Data Visualization: Stacked Area/Stream Graphs and Matrix Plot Graphs

Stream Graphs and Stacked Area Graphs

Stream graphs and stacked area graphs both represent data in similar ways. A stacked area chart represents data on an x- and y-axis, and each item is represented by a band of color. In these visualizations, the areas are “stacked,” allowing the viewer to compare the areas and see the totals. For example, the chart below shows the revenue per capita – essentially, how much a single person might spent in each given year – on each music format.

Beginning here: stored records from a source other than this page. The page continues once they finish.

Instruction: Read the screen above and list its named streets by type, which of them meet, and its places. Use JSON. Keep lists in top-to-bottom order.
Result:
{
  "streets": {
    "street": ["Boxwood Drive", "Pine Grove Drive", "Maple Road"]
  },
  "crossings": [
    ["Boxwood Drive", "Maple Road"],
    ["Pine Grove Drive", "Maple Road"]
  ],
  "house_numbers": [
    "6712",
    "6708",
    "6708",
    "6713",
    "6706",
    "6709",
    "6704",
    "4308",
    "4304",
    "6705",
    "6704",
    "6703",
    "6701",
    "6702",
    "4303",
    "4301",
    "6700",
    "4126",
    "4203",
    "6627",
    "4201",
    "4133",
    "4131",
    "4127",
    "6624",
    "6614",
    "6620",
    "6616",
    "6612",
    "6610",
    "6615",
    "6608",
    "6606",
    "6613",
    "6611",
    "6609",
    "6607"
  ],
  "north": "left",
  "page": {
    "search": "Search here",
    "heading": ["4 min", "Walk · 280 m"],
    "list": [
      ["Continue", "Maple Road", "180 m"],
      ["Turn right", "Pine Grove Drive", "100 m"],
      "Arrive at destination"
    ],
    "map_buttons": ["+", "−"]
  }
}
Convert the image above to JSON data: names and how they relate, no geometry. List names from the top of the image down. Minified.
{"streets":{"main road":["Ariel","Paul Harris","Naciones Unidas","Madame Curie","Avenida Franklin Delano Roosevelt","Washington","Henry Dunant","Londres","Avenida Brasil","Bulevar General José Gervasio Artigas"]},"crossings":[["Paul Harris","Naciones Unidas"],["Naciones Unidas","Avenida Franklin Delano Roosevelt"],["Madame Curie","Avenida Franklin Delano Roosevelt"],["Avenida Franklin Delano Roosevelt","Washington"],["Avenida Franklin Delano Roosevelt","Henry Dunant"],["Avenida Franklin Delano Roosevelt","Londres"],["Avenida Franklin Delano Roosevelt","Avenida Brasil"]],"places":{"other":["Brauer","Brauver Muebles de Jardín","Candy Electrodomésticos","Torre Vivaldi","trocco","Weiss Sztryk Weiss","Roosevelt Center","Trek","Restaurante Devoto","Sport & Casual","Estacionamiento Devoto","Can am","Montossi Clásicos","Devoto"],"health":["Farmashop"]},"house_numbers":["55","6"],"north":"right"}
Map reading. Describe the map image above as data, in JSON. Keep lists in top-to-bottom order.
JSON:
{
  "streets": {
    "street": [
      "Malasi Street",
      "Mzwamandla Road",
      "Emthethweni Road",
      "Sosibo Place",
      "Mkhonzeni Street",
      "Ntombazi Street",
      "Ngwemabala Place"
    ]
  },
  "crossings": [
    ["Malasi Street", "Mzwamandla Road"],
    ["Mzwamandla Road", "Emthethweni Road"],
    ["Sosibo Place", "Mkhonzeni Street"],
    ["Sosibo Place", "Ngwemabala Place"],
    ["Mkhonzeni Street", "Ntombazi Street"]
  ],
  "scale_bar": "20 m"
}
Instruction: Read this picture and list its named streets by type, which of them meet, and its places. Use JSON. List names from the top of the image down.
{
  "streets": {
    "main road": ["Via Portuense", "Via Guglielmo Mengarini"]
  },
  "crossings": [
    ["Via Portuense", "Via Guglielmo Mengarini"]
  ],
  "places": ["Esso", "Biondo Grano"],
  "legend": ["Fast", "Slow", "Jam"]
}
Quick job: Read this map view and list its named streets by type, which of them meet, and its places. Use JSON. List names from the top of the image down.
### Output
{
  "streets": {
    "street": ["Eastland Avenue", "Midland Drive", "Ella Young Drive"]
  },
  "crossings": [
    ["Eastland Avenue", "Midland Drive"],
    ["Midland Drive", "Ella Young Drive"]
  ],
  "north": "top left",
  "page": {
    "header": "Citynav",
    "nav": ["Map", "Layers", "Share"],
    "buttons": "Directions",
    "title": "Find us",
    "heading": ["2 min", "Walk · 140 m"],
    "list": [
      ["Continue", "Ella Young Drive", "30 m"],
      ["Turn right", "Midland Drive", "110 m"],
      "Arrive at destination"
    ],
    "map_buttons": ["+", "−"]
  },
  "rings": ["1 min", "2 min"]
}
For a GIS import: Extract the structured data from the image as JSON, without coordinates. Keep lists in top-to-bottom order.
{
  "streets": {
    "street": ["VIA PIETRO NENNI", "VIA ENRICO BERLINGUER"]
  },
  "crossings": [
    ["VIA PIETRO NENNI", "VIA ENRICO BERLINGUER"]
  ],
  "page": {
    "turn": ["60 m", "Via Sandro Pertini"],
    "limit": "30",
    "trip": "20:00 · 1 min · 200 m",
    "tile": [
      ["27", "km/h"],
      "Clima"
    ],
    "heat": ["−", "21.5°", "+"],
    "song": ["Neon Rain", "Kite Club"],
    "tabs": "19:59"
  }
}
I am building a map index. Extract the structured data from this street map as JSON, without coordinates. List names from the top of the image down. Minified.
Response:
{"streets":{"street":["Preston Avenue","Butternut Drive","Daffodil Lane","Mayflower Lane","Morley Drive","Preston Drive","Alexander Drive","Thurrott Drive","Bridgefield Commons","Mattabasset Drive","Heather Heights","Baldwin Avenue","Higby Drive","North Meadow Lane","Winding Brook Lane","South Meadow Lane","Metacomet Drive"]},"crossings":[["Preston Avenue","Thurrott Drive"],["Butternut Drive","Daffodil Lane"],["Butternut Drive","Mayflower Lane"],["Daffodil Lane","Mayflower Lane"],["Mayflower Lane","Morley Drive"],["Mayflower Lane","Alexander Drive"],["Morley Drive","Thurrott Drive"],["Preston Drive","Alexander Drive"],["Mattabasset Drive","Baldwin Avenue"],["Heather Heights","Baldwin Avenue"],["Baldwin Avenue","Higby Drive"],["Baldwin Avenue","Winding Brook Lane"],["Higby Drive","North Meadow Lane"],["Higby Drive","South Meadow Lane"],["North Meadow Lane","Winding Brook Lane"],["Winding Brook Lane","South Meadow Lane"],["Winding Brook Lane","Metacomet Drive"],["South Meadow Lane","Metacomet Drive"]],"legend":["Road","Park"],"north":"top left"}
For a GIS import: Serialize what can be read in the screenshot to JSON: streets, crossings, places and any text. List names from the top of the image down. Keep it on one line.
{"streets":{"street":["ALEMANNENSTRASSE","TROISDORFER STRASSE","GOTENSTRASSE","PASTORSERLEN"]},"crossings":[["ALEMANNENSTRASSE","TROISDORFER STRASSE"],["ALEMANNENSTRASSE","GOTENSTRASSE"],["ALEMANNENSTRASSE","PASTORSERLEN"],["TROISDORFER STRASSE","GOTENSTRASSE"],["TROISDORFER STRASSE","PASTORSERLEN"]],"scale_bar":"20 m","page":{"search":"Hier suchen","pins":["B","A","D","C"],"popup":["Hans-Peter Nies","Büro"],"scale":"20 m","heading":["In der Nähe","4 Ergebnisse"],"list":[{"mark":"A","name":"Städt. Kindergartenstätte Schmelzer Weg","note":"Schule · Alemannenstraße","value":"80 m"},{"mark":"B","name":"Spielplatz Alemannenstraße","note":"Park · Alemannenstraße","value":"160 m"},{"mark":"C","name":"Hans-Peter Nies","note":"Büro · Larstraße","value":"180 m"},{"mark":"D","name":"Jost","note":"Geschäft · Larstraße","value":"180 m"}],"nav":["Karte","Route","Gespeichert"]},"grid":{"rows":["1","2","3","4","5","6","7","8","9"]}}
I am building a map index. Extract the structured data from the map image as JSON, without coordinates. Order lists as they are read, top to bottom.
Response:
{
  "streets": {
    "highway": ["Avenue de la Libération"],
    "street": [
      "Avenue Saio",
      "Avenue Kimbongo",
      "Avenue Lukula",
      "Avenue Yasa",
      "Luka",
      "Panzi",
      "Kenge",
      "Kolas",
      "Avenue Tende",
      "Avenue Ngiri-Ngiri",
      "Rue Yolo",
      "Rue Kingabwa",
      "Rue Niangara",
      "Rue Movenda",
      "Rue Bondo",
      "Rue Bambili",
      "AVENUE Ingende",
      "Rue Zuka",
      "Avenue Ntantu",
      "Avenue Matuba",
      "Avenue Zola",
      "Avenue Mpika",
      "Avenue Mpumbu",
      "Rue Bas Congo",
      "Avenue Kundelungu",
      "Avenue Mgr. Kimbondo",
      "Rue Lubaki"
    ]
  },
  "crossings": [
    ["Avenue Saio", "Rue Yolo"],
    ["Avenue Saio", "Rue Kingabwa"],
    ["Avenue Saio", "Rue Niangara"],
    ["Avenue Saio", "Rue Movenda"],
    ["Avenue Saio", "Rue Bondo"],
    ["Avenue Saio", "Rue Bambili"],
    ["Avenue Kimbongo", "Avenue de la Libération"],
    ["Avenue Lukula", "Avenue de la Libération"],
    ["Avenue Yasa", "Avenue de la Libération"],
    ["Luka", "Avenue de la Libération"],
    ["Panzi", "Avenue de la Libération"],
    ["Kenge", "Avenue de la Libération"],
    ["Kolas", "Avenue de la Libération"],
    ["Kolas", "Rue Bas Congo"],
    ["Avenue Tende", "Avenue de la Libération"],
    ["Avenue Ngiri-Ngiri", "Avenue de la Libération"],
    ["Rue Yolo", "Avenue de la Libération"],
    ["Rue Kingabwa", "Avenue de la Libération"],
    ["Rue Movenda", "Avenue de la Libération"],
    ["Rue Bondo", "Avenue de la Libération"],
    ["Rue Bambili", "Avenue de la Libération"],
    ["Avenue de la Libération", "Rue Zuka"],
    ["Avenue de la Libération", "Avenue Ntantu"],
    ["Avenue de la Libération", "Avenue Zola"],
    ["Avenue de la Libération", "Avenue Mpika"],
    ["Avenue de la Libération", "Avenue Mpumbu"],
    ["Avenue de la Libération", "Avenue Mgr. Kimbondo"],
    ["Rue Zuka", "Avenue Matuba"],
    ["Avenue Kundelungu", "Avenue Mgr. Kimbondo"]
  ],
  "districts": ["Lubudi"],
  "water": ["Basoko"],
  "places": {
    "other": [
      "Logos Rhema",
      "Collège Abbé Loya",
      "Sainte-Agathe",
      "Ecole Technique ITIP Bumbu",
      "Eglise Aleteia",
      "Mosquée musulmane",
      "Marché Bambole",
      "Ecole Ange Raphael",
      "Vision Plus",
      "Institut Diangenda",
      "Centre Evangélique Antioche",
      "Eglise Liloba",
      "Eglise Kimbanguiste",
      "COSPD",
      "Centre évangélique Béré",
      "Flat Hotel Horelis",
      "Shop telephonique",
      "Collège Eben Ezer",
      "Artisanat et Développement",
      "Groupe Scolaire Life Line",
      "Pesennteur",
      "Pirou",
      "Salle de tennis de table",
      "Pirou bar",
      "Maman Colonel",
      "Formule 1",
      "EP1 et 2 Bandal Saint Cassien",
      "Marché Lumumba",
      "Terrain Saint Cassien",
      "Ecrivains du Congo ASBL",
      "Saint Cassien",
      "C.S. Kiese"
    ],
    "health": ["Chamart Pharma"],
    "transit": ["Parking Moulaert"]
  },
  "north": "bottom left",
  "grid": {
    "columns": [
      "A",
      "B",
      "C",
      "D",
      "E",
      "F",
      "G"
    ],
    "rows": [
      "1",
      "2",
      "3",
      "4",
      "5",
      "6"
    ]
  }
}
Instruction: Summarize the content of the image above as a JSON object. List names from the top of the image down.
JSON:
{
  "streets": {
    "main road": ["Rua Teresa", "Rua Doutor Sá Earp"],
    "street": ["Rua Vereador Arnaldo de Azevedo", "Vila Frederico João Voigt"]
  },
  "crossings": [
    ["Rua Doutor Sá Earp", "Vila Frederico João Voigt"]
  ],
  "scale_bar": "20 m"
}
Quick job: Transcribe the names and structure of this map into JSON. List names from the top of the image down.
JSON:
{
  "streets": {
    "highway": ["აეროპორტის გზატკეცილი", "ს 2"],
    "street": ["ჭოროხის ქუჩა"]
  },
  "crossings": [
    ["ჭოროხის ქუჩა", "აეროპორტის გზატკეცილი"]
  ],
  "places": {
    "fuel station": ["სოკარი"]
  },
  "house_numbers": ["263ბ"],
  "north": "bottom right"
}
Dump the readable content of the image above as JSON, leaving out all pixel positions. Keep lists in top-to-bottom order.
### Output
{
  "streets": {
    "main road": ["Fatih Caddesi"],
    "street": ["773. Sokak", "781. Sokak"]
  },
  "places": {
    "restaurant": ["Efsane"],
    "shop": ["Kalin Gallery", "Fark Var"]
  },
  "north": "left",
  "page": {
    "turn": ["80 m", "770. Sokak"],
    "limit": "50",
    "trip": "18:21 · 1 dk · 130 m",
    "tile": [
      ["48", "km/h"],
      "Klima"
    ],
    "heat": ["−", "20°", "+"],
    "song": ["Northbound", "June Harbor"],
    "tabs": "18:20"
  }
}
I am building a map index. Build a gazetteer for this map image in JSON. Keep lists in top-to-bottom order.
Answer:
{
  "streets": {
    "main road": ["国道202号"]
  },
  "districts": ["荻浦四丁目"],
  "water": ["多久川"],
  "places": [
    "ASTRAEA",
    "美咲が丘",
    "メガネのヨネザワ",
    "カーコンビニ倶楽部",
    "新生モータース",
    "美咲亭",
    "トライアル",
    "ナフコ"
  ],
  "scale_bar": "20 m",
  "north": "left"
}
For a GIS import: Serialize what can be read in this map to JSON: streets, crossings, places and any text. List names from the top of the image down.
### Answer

https://datavizproject.com/wp-content/uploads/2016/01/Sk%C3%A6rmbillede-2016-01-25-kl.-14.04.46.png — Graph retrieved from DataViz Project

According to this graph, between 1976 and 1979, the average person might spend $63 on music, but most of that money would be spent on vinyl. By the year 2000, almost all of the average of $69 was spent on CDs.

A stream graph is similar, but it looks a bit different. Where the stacked area graph looks like a conventional graph with a straight baseline, the stream graph has a constantly changing center line. The graph below represents the amount of times certain characters are mentioned throughout Mark Twain’s Tom Sawyer.

http://www.neoformix.com/2008/sg_TomSawyer.jpg — Graph retrieved from Neoformix

The large area allotted for the word “TOM” means that “TOM” was used most in those sections. This makes sense, considering that Tom is the main character. Like in the area graph, the different streams are “stacked,” so their values are added to one another.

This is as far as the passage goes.